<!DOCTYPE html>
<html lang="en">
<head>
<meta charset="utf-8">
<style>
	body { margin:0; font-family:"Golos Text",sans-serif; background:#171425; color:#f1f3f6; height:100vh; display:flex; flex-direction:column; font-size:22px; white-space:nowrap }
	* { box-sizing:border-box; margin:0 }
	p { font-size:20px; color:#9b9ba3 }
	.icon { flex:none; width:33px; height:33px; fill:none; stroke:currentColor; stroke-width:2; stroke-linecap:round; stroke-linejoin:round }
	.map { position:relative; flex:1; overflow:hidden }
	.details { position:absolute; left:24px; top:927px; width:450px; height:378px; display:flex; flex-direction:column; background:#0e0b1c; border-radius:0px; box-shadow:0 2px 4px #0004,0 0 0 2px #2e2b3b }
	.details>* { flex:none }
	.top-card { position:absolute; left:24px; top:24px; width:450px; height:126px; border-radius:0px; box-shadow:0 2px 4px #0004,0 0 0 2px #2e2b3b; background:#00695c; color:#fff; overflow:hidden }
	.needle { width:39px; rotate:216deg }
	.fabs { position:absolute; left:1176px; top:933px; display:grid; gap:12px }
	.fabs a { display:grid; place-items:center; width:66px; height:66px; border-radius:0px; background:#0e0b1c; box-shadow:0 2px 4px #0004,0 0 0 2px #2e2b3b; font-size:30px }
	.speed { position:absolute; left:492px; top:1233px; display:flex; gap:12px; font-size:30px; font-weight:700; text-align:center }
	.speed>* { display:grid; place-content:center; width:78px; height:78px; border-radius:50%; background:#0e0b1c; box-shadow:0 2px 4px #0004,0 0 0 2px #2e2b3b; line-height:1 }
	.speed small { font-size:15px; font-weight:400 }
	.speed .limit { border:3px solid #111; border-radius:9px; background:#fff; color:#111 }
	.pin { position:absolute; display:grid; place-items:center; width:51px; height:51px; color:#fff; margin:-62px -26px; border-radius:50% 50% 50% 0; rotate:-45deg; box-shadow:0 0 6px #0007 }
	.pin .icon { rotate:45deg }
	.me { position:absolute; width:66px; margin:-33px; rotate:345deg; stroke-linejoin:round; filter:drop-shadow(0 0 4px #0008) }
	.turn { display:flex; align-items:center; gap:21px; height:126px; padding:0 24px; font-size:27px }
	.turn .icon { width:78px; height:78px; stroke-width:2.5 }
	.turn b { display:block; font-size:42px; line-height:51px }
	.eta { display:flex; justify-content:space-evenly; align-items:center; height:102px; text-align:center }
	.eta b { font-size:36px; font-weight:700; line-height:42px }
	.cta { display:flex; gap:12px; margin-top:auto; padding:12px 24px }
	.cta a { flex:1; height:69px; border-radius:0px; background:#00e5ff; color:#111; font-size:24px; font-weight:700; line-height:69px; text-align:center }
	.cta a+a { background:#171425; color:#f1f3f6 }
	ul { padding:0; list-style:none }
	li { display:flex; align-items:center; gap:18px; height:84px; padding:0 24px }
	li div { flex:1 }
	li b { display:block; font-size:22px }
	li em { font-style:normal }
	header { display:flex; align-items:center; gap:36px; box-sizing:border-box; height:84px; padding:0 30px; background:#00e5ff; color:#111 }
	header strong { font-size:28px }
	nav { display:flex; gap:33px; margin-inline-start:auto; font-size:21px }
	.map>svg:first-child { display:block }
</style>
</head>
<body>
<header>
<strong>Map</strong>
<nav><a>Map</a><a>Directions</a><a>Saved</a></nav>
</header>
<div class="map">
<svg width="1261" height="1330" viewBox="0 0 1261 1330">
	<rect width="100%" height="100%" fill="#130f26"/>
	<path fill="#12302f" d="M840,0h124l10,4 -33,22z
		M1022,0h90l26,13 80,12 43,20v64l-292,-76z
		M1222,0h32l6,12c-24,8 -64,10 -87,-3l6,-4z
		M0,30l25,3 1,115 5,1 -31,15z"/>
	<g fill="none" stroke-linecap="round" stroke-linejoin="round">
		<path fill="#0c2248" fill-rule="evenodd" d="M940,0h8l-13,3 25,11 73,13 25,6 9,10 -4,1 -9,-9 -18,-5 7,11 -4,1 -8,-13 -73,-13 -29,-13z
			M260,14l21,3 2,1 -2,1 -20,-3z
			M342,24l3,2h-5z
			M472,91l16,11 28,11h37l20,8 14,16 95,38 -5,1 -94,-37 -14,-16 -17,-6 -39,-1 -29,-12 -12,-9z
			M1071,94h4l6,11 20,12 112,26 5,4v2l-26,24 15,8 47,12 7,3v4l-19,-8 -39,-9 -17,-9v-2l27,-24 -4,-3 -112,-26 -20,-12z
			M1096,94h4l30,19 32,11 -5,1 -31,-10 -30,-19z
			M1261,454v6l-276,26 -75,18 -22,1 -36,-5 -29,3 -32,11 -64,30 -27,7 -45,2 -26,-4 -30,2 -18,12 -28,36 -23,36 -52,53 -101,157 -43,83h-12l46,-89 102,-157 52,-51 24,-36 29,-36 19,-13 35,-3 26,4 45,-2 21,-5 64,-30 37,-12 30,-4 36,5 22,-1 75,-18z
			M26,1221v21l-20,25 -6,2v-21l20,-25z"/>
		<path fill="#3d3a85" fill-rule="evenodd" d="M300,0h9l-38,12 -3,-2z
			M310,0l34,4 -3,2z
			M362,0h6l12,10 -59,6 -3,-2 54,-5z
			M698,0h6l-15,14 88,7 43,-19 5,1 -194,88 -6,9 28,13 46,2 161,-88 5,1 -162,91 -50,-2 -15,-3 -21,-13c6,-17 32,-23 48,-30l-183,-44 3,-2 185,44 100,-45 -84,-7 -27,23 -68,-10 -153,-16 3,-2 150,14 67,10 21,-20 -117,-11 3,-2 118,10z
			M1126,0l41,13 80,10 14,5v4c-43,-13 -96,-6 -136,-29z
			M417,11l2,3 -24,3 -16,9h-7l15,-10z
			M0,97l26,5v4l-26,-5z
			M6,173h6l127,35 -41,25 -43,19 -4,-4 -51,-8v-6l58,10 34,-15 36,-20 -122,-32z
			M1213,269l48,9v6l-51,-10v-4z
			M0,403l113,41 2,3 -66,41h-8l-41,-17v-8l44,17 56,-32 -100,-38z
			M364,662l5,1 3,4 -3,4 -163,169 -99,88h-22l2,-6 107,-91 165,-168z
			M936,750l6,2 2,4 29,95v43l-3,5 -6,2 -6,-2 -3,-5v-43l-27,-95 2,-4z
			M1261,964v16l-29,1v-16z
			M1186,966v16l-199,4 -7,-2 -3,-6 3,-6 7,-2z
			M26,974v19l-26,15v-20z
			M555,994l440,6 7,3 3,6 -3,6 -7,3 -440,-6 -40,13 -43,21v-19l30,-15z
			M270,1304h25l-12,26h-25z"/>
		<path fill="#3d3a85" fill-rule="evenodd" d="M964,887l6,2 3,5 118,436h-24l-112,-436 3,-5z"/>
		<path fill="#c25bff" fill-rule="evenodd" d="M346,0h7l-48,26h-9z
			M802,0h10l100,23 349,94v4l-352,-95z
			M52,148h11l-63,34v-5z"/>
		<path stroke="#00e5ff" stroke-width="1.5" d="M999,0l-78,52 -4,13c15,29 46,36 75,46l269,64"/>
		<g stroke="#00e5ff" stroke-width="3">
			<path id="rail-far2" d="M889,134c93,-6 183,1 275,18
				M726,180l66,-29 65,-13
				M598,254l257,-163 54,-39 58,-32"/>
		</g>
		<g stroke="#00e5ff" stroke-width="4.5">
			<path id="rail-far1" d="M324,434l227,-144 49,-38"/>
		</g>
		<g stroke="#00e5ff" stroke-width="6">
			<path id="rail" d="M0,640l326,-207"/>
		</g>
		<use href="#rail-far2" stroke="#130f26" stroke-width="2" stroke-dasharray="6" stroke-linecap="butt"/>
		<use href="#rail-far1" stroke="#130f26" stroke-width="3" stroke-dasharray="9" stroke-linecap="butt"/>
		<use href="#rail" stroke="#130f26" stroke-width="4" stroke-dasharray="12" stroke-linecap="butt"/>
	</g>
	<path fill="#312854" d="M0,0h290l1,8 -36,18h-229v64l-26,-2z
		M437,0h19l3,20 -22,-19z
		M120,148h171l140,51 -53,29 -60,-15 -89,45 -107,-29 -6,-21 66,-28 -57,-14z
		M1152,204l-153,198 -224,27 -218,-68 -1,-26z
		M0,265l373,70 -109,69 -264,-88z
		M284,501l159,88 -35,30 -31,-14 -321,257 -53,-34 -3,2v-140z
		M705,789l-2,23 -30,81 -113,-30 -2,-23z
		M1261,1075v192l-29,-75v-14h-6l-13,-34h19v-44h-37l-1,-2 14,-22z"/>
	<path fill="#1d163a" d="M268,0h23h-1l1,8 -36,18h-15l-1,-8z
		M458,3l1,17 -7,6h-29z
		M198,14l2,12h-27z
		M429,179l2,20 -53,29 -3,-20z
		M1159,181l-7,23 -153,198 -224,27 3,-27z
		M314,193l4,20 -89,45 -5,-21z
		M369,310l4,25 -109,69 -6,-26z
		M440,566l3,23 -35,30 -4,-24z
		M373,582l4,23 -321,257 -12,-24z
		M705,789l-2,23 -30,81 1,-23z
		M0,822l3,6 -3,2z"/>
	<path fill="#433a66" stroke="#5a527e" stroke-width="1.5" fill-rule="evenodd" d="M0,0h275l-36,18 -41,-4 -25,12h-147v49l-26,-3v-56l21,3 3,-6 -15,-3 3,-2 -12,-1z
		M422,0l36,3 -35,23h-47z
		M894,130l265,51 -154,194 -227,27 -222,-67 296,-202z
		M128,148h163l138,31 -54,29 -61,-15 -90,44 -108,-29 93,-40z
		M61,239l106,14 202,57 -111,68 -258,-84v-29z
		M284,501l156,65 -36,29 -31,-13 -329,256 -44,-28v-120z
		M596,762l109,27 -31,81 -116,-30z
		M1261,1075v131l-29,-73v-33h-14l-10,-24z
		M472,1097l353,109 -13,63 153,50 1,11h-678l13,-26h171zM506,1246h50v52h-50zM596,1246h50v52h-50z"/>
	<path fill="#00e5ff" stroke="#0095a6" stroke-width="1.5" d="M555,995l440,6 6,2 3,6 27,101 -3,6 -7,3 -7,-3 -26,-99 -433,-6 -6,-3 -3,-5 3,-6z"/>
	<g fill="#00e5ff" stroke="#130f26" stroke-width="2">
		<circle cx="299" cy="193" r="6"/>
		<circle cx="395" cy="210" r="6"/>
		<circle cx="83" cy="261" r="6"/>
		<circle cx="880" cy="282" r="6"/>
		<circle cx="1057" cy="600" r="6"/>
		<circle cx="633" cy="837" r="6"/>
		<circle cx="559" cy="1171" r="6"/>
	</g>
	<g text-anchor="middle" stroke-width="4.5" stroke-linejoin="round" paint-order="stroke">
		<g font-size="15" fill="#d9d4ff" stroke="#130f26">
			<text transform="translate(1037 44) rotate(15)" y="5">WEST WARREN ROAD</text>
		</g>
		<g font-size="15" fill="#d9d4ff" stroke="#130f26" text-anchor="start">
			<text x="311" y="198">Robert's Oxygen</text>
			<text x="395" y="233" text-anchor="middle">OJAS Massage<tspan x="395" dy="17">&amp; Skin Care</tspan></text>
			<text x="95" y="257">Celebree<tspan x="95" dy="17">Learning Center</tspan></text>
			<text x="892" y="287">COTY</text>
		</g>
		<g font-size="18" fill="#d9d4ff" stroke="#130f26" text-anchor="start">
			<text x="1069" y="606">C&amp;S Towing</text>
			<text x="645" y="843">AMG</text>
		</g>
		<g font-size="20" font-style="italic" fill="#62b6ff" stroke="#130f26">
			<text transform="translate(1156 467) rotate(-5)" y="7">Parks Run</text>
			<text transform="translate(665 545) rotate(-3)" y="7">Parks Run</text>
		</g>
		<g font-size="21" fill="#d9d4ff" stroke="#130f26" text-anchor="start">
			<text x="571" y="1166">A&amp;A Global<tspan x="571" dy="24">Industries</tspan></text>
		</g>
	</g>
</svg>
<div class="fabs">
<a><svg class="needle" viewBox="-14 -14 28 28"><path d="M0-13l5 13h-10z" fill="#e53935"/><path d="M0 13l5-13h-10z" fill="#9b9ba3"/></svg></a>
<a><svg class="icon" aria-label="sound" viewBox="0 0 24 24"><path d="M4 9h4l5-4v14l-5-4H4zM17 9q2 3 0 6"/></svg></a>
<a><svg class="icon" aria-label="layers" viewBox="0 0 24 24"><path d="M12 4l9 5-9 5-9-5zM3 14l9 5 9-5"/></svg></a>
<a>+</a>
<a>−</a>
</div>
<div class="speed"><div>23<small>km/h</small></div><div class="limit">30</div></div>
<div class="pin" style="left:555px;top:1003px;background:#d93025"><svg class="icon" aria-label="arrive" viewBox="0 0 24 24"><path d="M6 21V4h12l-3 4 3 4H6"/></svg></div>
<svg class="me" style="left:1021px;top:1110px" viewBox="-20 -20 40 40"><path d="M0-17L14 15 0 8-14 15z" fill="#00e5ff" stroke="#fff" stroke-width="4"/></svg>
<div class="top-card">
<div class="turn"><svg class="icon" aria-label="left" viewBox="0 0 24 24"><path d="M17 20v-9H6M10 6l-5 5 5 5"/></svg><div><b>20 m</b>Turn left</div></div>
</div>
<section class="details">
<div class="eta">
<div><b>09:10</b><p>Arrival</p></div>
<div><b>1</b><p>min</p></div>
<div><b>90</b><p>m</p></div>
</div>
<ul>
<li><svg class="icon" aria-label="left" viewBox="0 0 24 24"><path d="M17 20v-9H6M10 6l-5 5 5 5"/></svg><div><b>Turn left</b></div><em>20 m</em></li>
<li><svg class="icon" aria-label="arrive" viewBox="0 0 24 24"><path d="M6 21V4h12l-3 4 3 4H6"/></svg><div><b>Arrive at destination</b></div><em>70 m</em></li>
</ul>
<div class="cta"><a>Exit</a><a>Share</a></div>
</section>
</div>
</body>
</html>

----------------------------------------

◆ DIRECTIONS FOR THIS TASK: Return every line of the data above in which "linejoin" appears.

◆ WRITTEN RESPONSE:
	.icon { flex:none; width:33px; height:33px; fill:none; stroke:currentColor; stroke-width:2; stroke-linecap:round; stroke-linejoin:round }
	.me { position:absolute; width:66px; margin:-33px; rotate:345deg; stroke-linejoin:round; filter:drop-shadow(0 0 4px #0008) }
	<g fill="none" stroke-linecap="round" stroke-linejoin="round">
	<g text-anchor="middle" stroke-width="4.5" stroke-linejoin="round" paint-order="stroke">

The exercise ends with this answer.